SECOND AMENDMENT TO CREDIT AGREEMENT
EXHIBIT 10.1
SECOND AMENDMENT TO CREDIT AGREEMENT
THIS SECOND AMENDMENT TO CREDIT AGREEMENT (this "Amendment"), entered into as of November 16, 2011 (the "Effective Date"), by and among INDUSTRIAL SERVICES OF AMERICA, INC., a Florida corporation ("ISA"), ISA INDIANA, INC., an Indiana corporation ("ISA Indiana"), the Lenders party hereto, and FIFTH THIRD BANK, an Ohio banking corporation ("Fifth Third"), in its capacity as Agent for Lenders and LC Issuer under this Agreement ("Agent") and as LC Issuer, is as follows:
Preliminary Statements
A. ISA and ISA Indiana (each a "Borrower" and, collectively, "Borrowers"), Agent, LC Issuer and the Lenders entered into that certain Credit Agreement dated as of July 30, 2010, as amended by the First Amendment to Credit Agreement dated as of April 14, 2011 (as modified, extended, amended or restated from time to time, the "Credit Agreement"). Capitalized terms used, but not defined, in this Amendment will have the meanings given to them in the Credit Agreement.

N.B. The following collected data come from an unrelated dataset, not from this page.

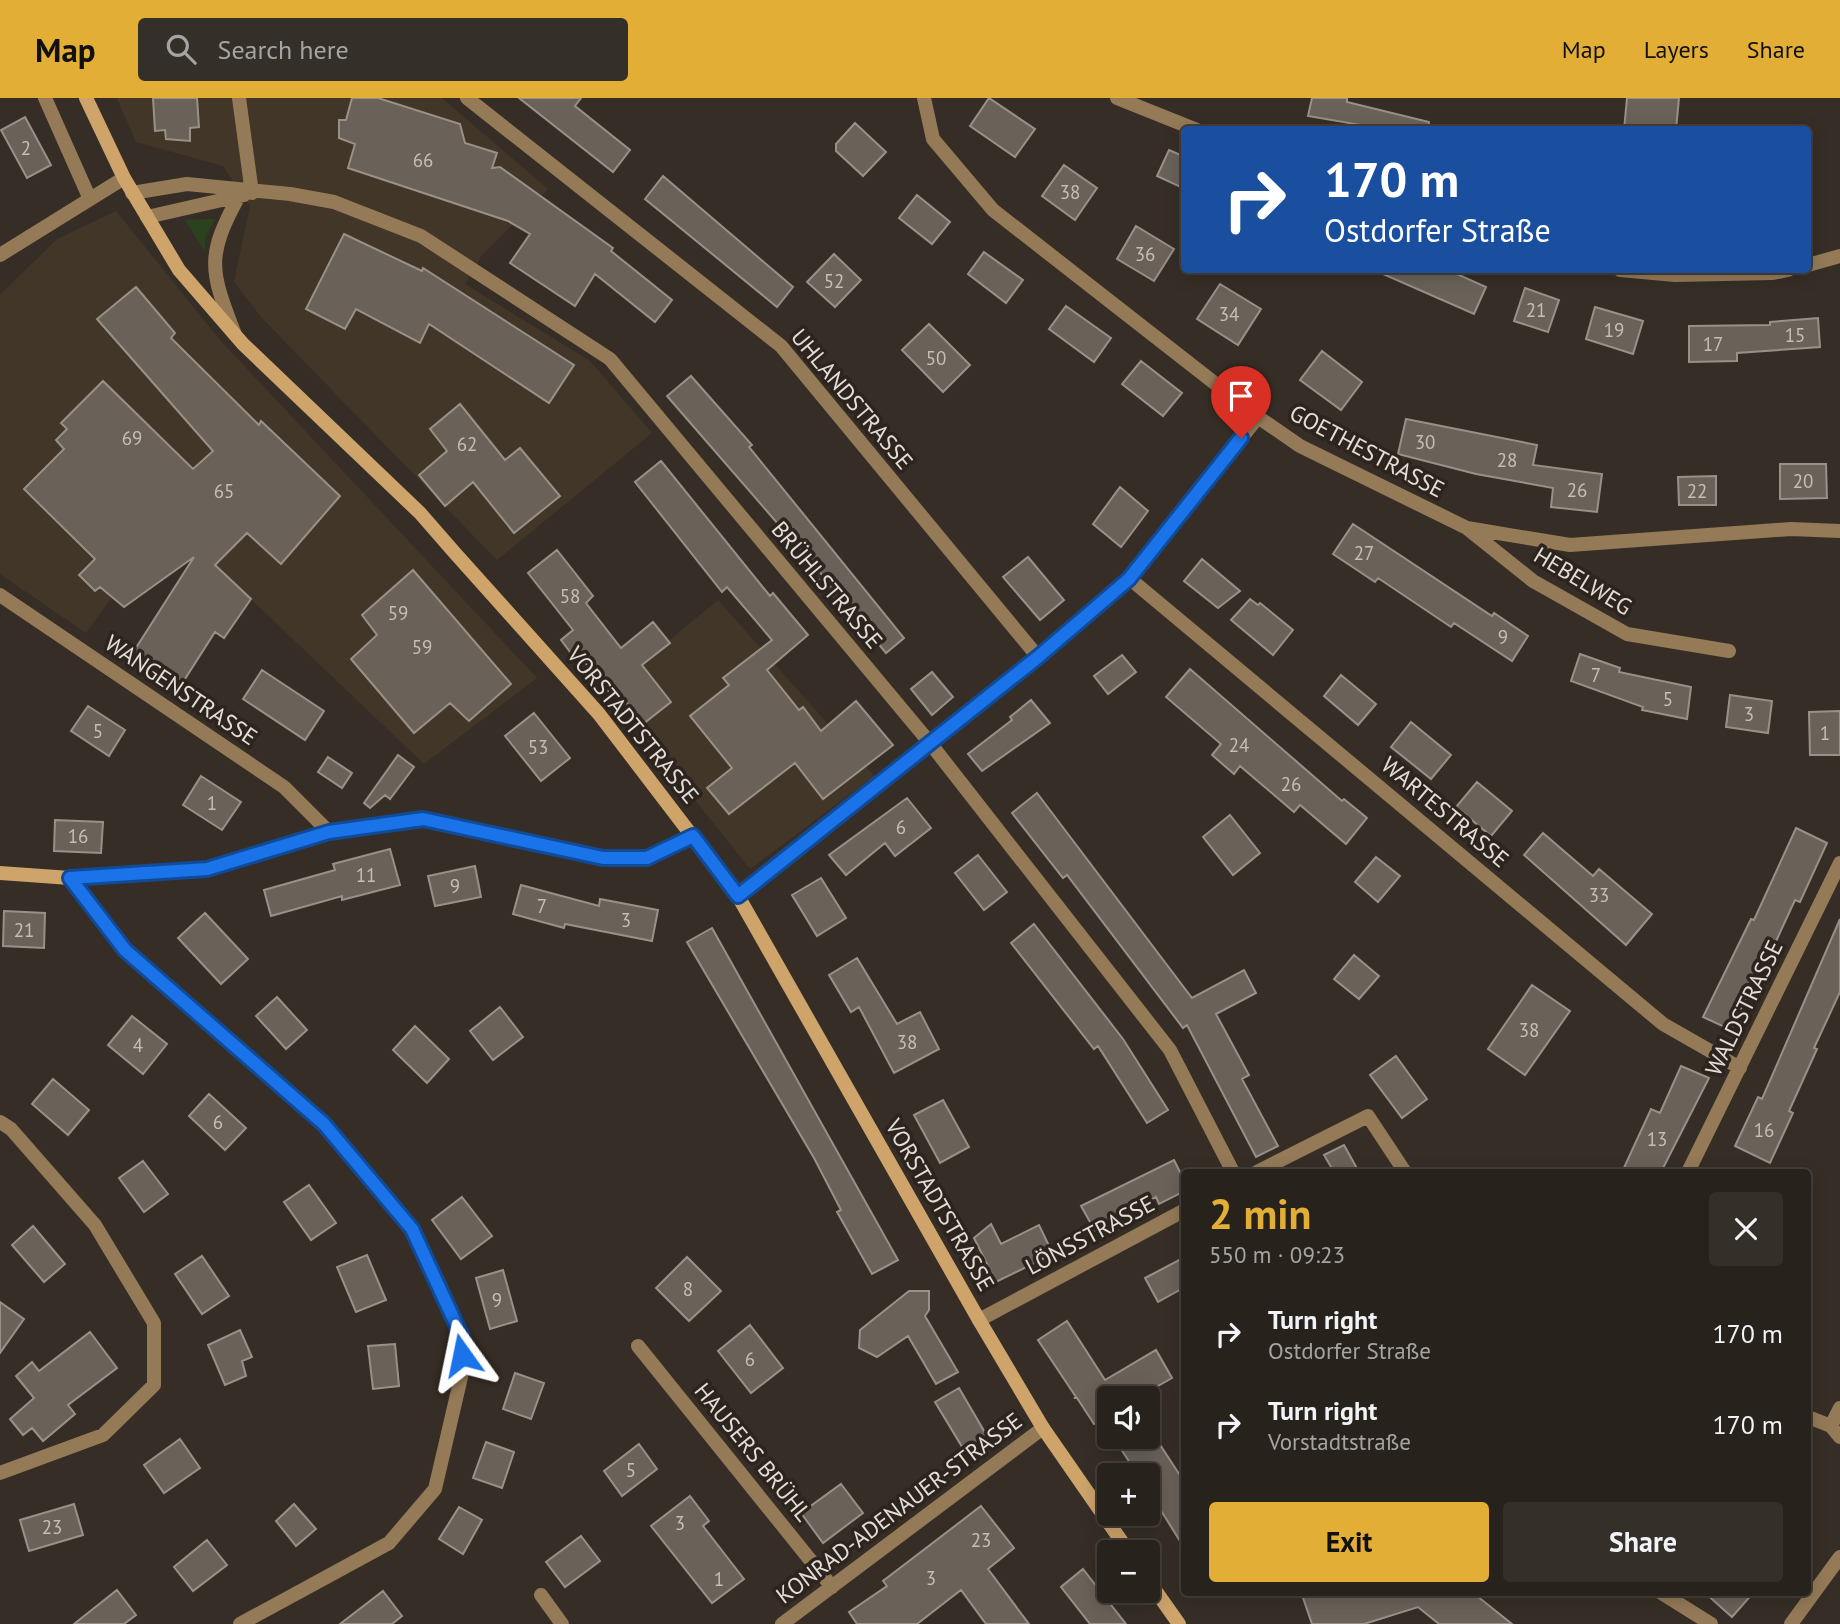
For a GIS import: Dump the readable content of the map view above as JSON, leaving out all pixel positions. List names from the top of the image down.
{
  "streets": {
    "main road": ["VORSTADTSTRASSE"],
    "street": [
      "UHLANDSTRASSE",
      "GOETHESTRASSE",
      "HEBELWEG",
      "BRÜHLSTRASSE",
      "WANGENSTRASSE",
      "WARTESTRASSE",
      "WALDSTRASSE",
      "LÖNSSTRASSE",
      "HAUSERS BRÜHL",
      "KONRAD-ADENAUER-STRASSE"
    ]
  },
  "crossings": [
    ["GOETHESTRASSE", "HEBELWEG"],
    ["BRÜHLSTRASSE", "VORSTADTSTRASSE"],
    ["VORSTADTSTRASSE", "LÖNSSTRASSE"],
    ["VORSTADTSTRASSE", "KONRAD-ADENAUER-STRASSE"],
    ["WARTESTRASSE", "WALDSTRASSE"],
    ["HAUSERS BRÜHL", "KONRAD-ADENAUER-STRASSE"]
  ],
  "house_numbers": [
    "2",
    "66",
    "38",
    "36",
    "52",
    "21",
    "34",
    "19",
    "15",
    "17",
    "50",
    "69",
    "30",
    "62",
    "28",
    "20",
    "26",
    "65",
    "22",
    "27",
    "58",
    "59",
    "9",
    "59",
    "7",
    "5",
    "3",
    "5",
    "1",
    "24",
    "53",
    "26",
    "1",
    "6",
    "16",
    "11",
    "9",
    "33",
    "7",
    "3",
    "21",
    "38",
    "38",
    "4",
    "6",
    "16",
    "13",
    "8",
    "9",
    "6",
    "5",
    "3",
    "23",
    "23",
    "3",
    "1"
  ],
  "page": {
    "header": "Map",
    "search": "Search here",
    "nav": ["Map", "Layers", "Share"],
    "turn": ["170 m", "Ostdorfer Straße"],
    "heading": ["2 min", "550 m · 09:23"],
    "list": [
      {
        "name": "Turn right",
        "note": "Ostdorfer Straße",
        "value": "170 m"
      },
      {
        "name": "Turn right",
        "note": "Vorstadtstraße",
        "value": "170 m"
      }
    ],
    "map_buttons": ["+", "−"],
    "buttons": ["Exit", "Share"]
  }
}
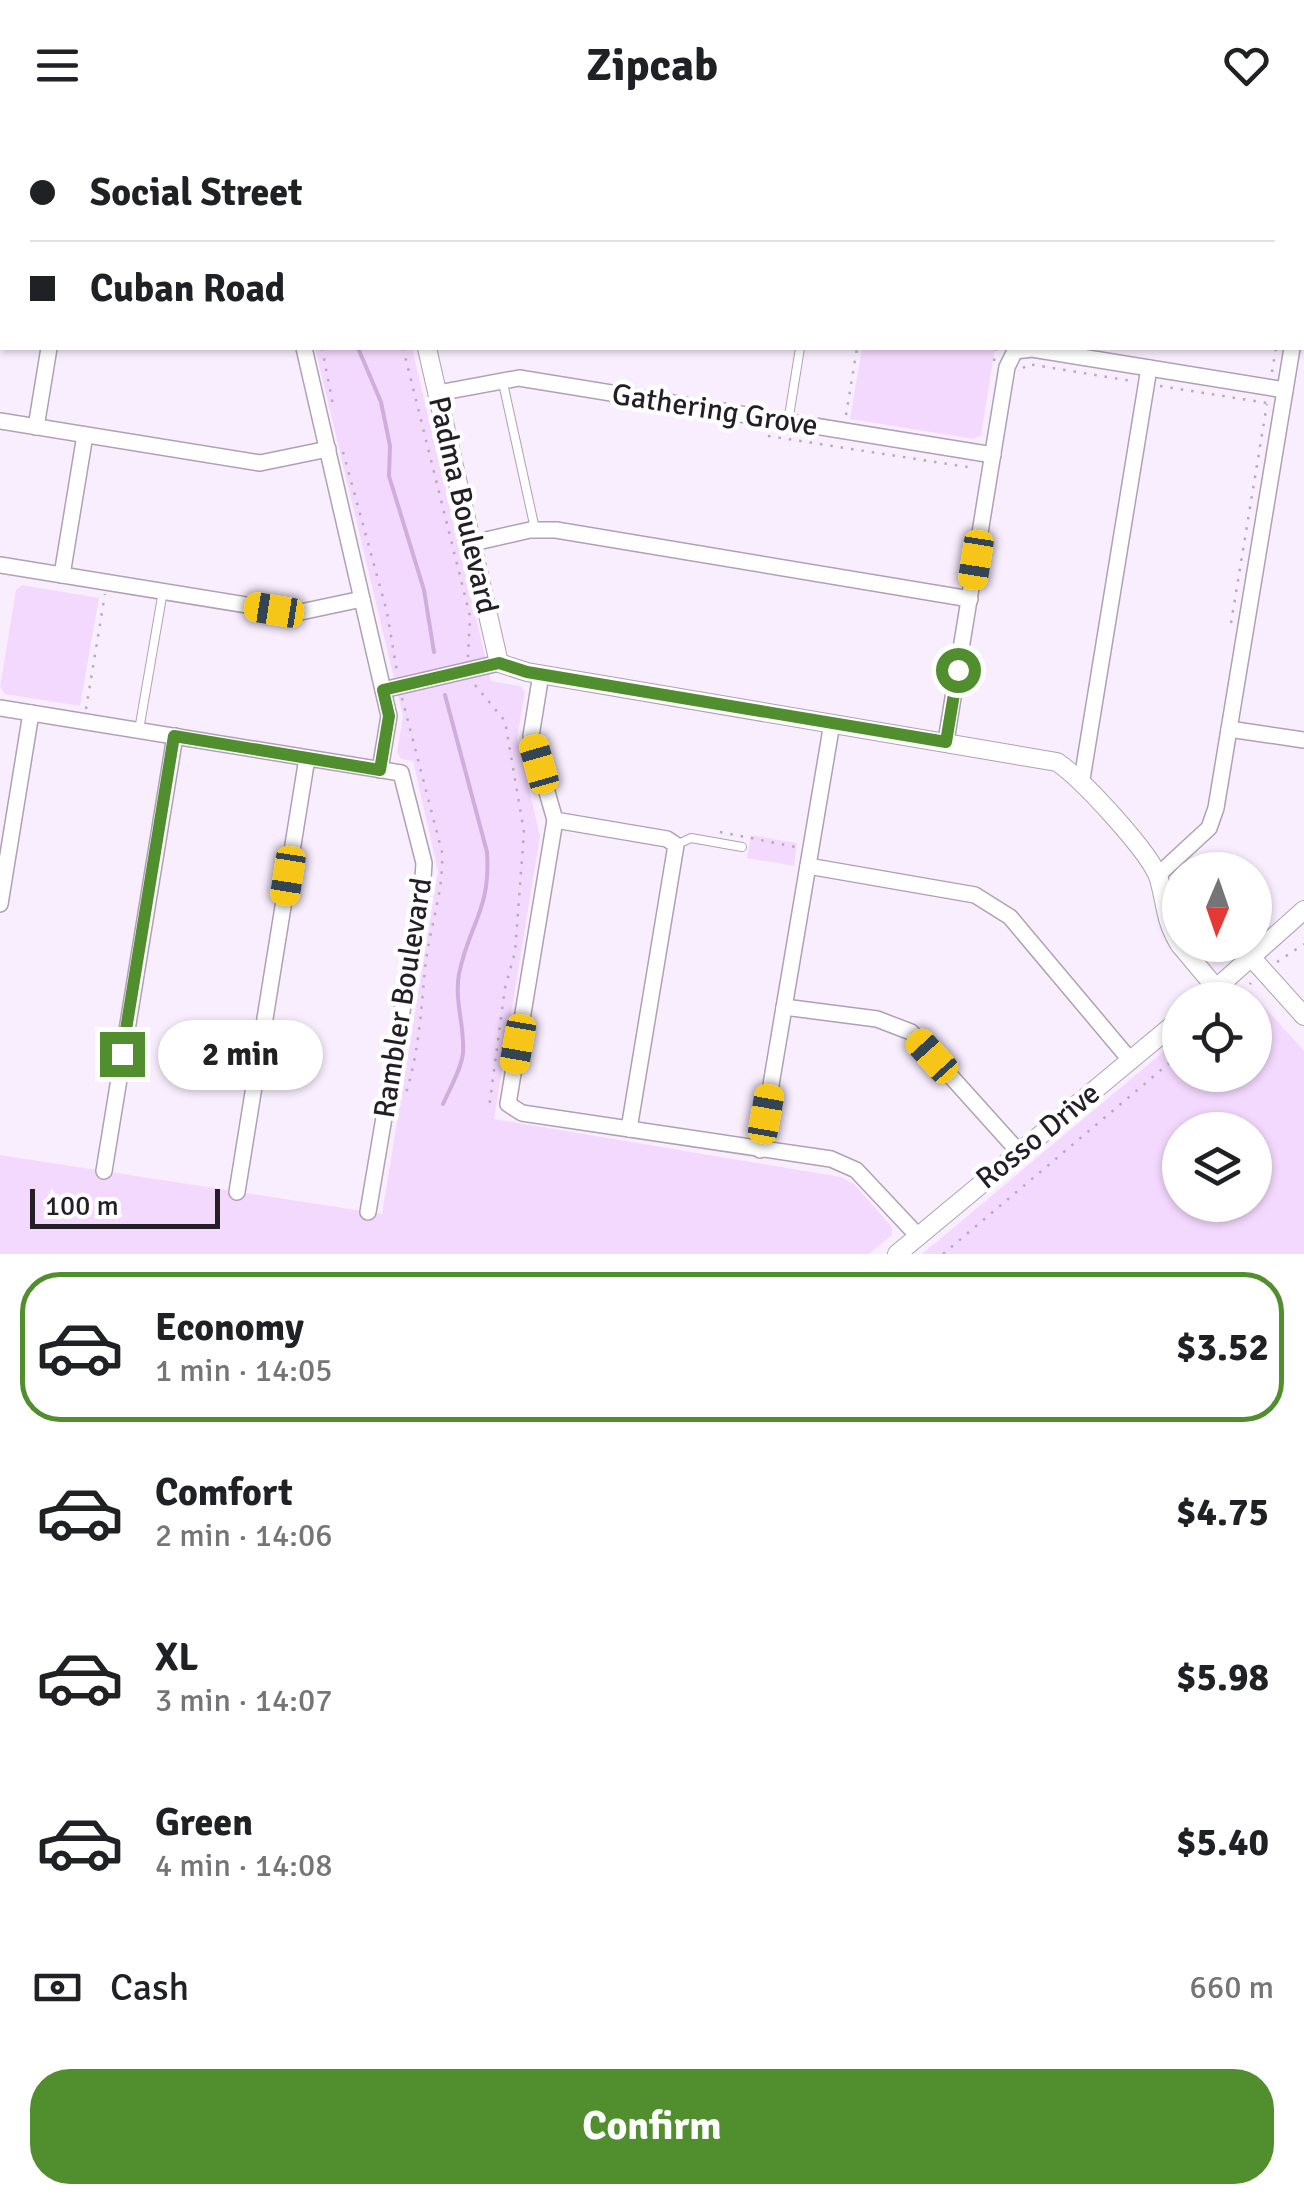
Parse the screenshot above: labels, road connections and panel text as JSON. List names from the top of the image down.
{
  "streets": {
    "street": [
      "Gathering Grove",
      "Padma Boulevard",
      "Rambler Boulevard",
      "Rosso Drive"
    ]
  },
  "crossings": [
    ["Gathering Grove", "Padma Boulevard"]
  ],
  "scale_bar": "100 m",
  "north": "bottom",
  "page": {
    "header": "Zipcab",
    "banner": ["Social Street", "Cuban Road"],
    "bubble": "2 min",
    "scale": "100 m",
    "list": [
      {
        "name": "Economy",
        "note": "1 min · 14:05",
        "value": "$3.52"
      },
      {
        "name": "Comfort",
        "note": "2 min · 14:06",
        "value": "$4.75"
      },
      {
        "name": "XL",
        "note": "3 min · 14:07",
        "value": "$5.98"
      },
      {
        "name": "Green",
        "note": "4 min · 14:08",
        "value": "$5.40"
      }
    ],
    "pay": ["Cash", "660 m"],
    "buttons": "Confirm"
  }
}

B. Borrowers have requested that Agent, LC Issuer and the Lenders: (i) reduce the Maximum Revolving Commitment as specifically set forth herein and (ii) amend certain other provisions of the Credit Agreement and certain of the other Loan Documents.
C. Agent, LC Issuer and the Lenders are willing to so amend the Credit Agreement and certain of the other Loan Documents, all on the terms, and subject to the conditions, of this Amendment.
Statement of Amendment
In consideration of the mutual covenants and agreements set forth in this Amendment, and for other good and valuable consideration, the receipt and sufficiency of which are hereby acknowledged, Agent, LC Issuer and the Lenders and Borrowers hereby agree as follows:
1. Amendments to Credit Agreement. Subject to the satisfaction of the conditions of this Amendment, the Credit Agreement is hereby amended as follows:
1.1 The following definitions are hereby added to Section 1.2 of the Credit Agreement in their proper alphabetical order:
"Second Amendment" means the Second Amendment to Credit Agreement among Agent, LC Issuer, the Lenders and Borrowers dated to be effective as of November 16, 2011.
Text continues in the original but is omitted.